Star Walk is far from new — it was originally released in 2008 for iPhone and 2010 for iPad, and it’s up to version 6.2.1. But if you’ve never heard of it, or bought it years ago and forgot about it, then this is the perfect time to give it a try.

Open Star Walk and you’re presented with the entire night sky, including stars, planets, and even satellites. As you approach constellations, an outline appears of what the constellation represents, like Gemini. You can swipe to move around and pinch to zoom in on celestial objects of interest. Tapping an object displays a cornucopia of information about it, including pictures and trivia. You can even set astronomical events on your calendar so you don’t miss anything.



While browsing the universe, the bar on the left of the screen lets you cycle through various spectra of light, such as ultraviolet and infrared. The clock in the upper-right hand of the screen acts as a time machine, letting you see how the sky will look at any given time — past or future.



That’s all impressive enough, but if you point your device at the sky, that’s when the magic happens. Suddenly Star Walk turns your device into a window onto the universe, controlled by your device’s built-in gyroscope. Even in your living room, Star Walk will show you what the section of the universe you’re pointing at looks like at a given moment. It’s truly awesome.

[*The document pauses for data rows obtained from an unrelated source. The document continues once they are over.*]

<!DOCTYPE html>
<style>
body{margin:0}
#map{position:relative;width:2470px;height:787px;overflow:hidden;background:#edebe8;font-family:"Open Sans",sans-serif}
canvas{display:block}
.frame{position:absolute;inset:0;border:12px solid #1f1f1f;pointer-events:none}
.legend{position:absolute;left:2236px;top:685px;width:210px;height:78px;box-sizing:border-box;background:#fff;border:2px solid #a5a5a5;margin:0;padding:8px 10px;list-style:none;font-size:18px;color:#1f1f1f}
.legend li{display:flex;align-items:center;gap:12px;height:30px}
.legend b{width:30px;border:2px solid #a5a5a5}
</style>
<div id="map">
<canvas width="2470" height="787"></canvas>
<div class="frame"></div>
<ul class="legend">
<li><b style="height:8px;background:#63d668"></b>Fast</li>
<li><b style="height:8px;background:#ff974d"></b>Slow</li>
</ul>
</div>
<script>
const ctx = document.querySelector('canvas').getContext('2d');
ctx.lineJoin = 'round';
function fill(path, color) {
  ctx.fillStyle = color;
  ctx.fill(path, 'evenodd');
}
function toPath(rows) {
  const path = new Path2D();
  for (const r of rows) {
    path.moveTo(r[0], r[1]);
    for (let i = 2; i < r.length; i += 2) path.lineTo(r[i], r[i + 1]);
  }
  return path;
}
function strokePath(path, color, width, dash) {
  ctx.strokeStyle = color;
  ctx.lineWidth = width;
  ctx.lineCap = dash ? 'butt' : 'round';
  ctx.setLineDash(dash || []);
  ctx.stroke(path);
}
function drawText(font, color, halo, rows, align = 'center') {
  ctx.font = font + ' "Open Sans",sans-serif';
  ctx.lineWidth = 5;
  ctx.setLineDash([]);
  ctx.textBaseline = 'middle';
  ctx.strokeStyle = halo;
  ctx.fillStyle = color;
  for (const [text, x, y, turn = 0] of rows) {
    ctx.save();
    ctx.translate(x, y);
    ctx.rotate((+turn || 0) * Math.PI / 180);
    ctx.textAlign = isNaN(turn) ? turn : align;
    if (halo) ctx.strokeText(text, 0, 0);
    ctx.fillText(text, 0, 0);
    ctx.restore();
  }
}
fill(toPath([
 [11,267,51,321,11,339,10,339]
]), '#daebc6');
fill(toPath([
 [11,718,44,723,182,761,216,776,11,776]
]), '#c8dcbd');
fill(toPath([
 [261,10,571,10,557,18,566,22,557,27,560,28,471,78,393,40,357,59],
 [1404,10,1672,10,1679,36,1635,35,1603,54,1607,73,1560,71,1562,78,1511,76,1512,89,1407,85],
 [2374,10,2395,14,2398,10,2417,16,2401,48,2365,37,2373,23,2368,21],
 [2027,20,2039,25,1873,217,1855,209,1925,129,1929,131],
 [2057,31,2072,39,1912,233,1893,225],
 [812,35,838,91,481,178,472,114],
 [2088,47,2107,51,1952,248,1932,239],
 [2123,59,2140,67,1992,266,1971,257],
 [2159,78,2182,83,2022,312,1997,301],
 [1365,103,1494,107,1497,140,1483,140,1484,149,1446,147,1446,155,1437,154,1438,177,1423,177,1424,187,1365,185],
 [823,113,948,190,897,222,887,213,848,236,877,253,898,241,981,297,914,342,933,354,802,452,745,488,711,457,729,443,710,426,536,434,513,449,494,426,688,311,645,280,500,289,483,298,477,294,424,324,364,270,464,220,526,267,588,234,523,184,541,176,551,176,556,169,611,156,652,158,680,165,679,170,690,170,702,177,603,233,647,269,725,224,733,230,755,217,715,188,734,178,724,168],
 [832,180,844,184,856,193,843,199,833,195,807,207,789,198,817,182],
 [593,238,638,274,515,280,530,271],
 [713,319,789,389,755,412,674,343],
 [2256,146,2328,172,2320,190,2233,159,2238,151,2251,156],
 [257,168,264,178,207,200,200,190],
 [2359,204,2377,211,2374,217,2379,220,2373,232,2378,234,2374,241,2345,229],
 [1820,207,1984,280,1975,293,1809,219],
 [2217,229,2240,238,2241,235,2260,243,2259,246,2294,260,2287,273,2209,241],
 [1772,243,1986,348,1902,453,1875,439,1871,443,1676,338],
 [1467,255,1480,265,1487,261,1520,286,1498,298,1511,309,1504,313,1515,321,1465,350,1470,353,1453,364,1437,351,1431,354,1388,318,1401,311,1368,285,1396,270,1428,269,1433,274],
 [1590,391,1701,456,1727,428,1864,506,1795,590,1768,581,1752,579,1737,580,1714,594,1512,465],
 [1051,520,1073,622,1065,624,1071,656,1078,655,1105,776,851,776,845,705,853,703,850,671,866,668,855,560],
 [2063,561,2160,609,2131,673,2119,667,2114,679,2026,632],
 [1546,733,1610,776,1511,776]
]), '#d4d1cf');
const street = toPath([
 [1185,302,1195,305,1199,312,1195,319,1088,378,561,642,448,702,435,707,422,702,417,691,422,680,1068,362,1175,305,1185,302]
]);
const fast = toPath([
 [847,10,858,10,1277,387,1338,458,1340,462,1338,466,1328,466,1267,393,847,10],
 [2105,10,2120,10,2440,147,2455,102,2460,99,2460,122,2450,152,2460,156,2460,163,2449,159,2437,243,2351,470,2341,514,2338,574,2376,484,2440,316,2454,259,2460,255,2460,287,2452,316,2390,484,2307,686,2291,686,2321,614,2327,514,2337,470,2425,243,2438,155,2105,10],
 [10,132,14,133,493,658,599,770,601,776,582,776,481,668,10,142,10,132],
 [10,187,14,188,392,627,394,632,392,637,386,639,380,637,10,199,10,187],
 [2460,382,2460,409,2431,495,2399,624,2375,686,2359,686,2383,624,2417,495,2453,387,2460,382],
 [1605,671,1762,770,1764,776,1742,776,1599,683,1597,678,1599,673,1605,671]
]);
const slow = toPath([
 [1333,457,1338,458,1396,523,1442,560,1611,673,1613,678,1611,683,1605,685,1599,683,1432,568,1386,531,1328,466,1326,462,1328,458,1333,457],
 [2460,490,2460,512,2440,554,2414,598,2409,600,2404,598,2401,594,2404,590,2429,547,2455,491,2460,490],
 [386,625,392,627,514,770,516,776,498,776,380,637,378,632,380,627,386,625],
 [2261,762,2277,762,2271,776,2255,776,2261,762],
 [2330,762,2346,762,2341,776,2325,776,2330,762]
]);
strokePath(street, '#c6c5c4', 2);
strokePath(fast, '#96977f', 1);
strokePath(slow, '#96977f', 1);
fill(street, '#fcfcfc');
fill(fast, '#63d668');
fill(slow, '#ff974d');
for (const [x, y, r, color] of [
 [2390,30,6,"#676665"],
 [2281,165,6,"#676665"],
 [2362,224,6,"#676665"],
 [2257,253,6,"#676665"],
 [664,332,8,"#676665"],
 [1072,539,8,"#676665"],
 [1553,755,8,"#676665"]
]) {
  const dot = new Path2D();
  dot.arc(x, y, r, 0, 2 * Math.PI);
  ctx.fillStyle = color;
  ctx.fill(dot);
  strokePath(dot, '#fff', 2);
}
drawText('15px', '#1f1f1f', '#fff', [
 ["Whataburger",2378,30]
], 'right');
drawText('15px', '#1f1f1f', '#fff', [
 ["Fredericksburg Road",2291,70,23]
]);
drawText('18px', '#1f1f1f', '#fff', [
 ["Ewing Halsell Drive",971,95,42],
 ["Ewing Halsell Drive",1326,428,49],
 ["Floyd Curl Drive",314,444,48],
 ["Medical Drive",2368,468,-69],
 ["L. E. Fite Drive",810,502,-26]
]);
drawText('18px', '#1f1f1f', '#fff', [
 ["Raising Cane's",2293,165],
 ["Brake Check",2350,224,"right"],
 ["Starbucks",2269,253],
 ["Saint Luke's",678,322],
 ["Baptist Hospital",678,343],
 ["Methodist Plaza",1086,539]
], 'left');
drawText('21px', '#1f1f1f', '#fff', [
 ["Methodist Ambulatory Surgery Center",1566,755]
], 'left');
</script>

Star Walk also features an augmented reality mode, activated by two buttons in the upper-right corner. One button turns on the camera, showing you stars and planets overlaid over whatever you’re looking at. Another lets you align what’s on the screen with what you’re seeing, such as the sun or moon, so you can be sure Star Walk is lined up with the sky.


Star Walk might not be the newest app on the block, but it’s mature, packed with features, and a lot of fun. It’s a great excuse to get outdoors on a warm summer night and a wonderful way to introduce children to astronomy.